- **Work request**: Every record must be copied exactly, except that pictures are dropped.

- **Source information**:
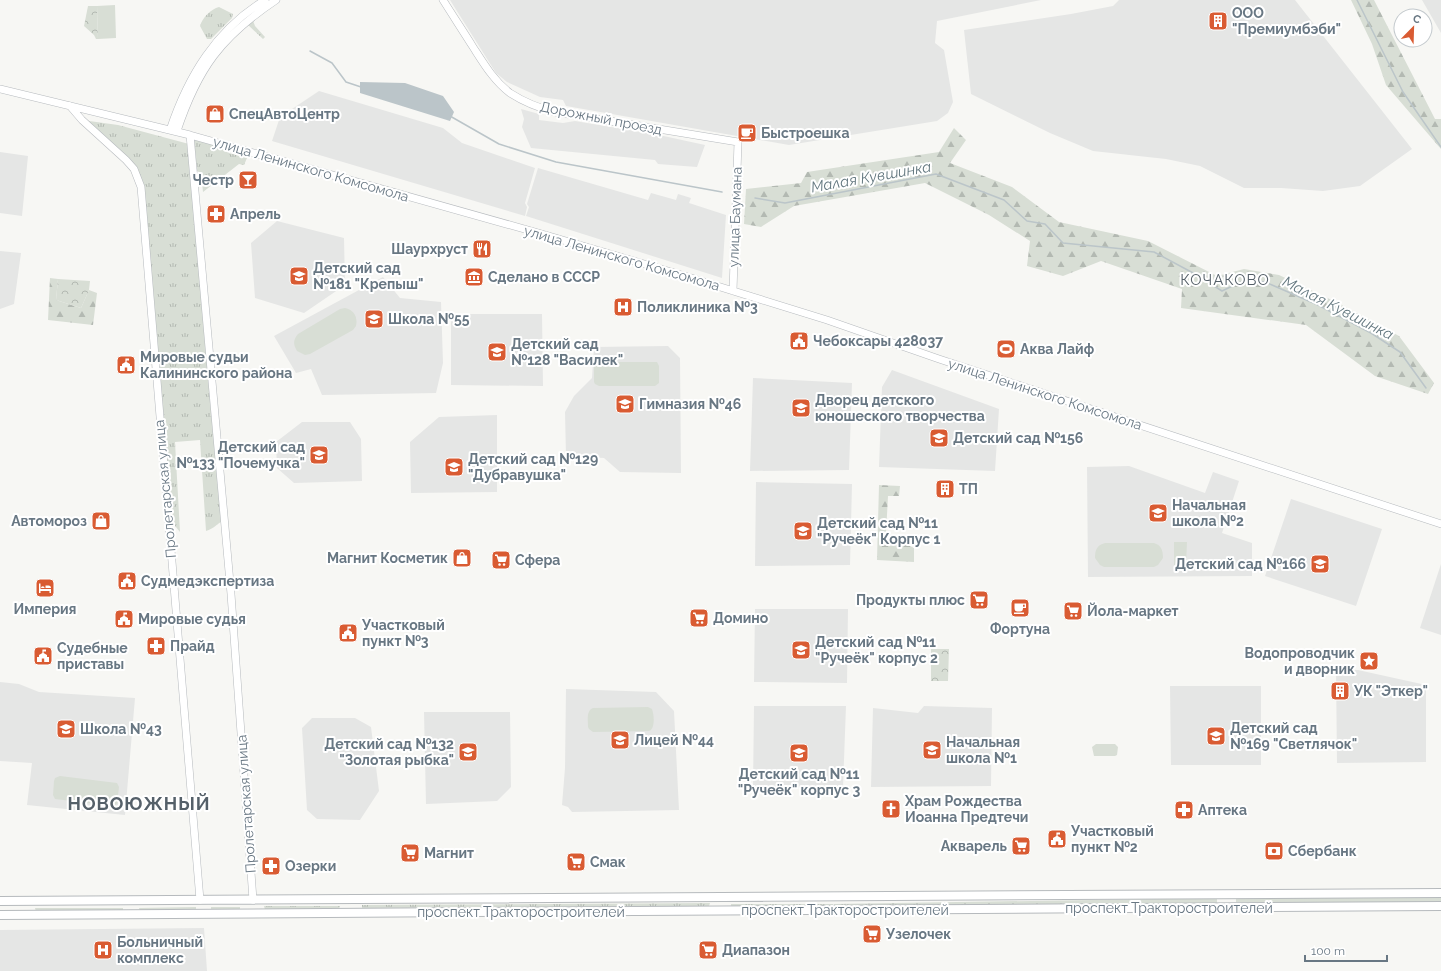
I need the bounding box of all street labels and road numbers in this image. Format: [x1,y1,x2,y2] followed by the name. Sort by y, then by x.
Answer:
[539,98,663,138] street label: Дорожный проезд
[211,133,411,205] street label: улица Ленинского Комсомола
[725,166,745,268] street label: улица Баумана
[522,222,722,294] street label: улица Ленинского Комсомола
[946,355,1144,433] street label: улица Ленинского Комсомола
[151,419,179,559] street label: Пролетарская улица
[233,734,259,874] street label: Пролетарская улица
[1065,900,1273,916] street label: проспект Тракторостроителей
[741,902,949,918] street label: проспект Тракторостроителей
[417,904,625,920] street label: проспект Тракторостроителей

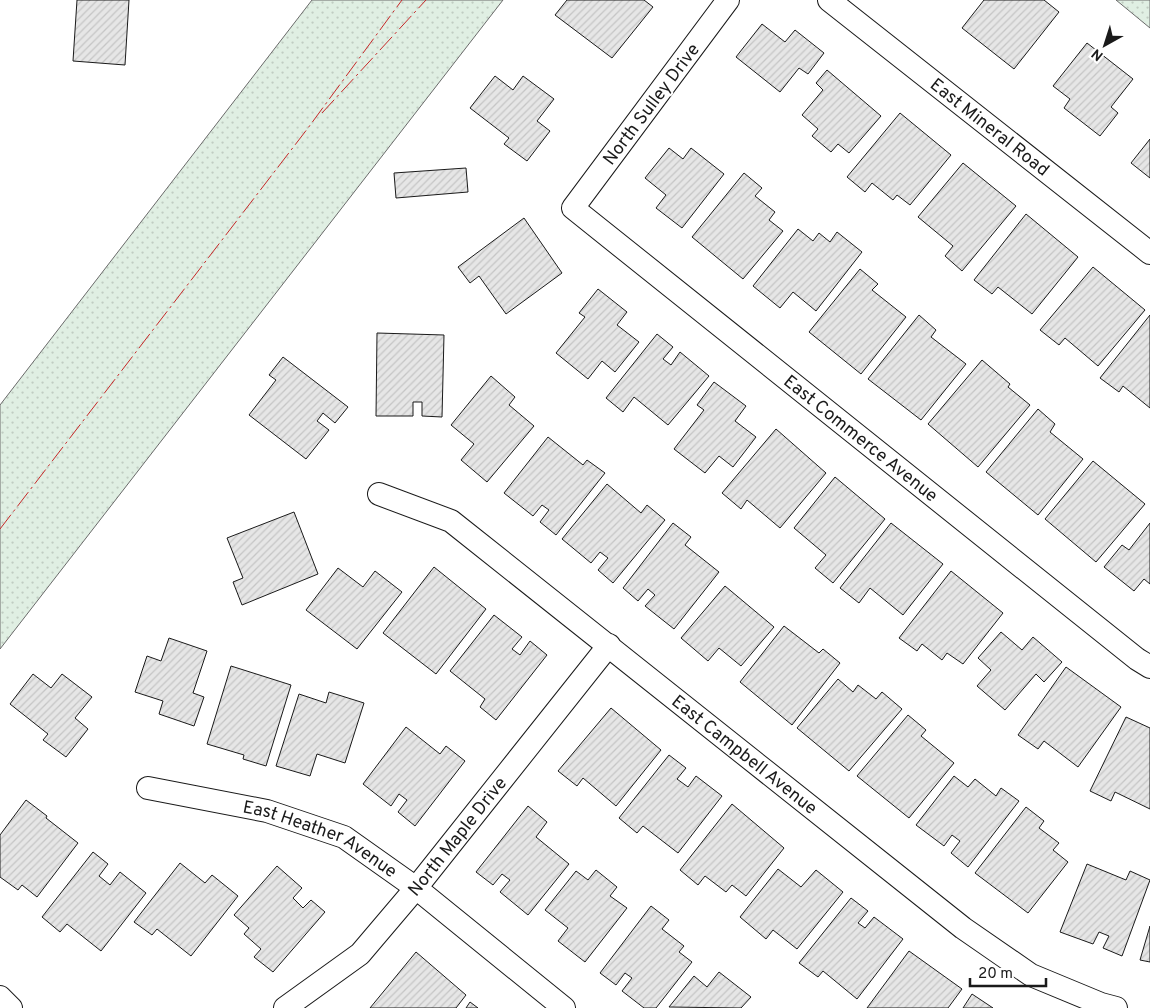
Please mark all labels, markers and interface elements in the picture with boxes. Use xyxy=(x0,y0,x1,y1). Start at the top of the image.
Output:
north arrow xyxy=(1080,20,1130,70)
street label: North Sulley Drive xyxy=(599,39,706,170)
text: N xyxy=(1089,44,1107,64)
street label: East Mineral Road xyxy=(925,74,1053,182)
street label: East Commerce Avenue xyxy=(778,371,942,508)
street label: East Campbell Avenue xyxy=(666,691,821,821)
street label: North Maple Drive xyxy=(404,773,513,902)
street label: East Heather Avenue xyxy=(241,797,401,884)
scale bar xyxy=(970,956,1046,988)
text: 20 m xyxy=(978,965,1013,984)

- **Response**:
I need the bounding box of all street labels and road numbers in this image. Format: [x1,y1,x2,y2] followed by the name. Sort by y, then by x.
Answer:
[539,98,663,138] street label: Дорожный проезд
[211,133,411,205] street label: улица Ленинского Комсомола
[725,166,745,268] street label: улица Баумана
[522,222,722,294] street label: улица Ленинского Комсомола
[946,355,1144,433] street label: улица Ленинского Комсомола
[151,419,179,559] street label: Пролетарская улица
[233,734,259,874] street label: Пролетарская улица
[1065,900,1273,916] street label: проспект Тракторостроителей
[741,902,949,918] street label: проспект Тракторостроителей
[417,904,625,920] street label: проспект Тракторостроителей

Please mark all labels, markers and interface elements in the picture with boxes. Use xyxy=(x0,y0,x1,y1). Start at the top of the image.
Output:
north arrow xyxy=(1080,20,1130,70)
street label: North Sulley Drive xyxy=(599,39,706,170)
text: N xyxy=(1089,44,1107,64)
street label: East Mineral Road xyxy=(925,74,1053,182)
street label: East Commerce Avenue xyxy=(778,371,942,508)
street label: East Campbell Avenue xyxy=(666,691,821,821)
street label: North Maple Drive xyxy=(404,773,513,902)
street label: East Heather Avenue xyxy=(241,797,401,884)
scale bar xyxy=(970,956,1046,988)
text: 20 m xyxy=(978,965,1013,984)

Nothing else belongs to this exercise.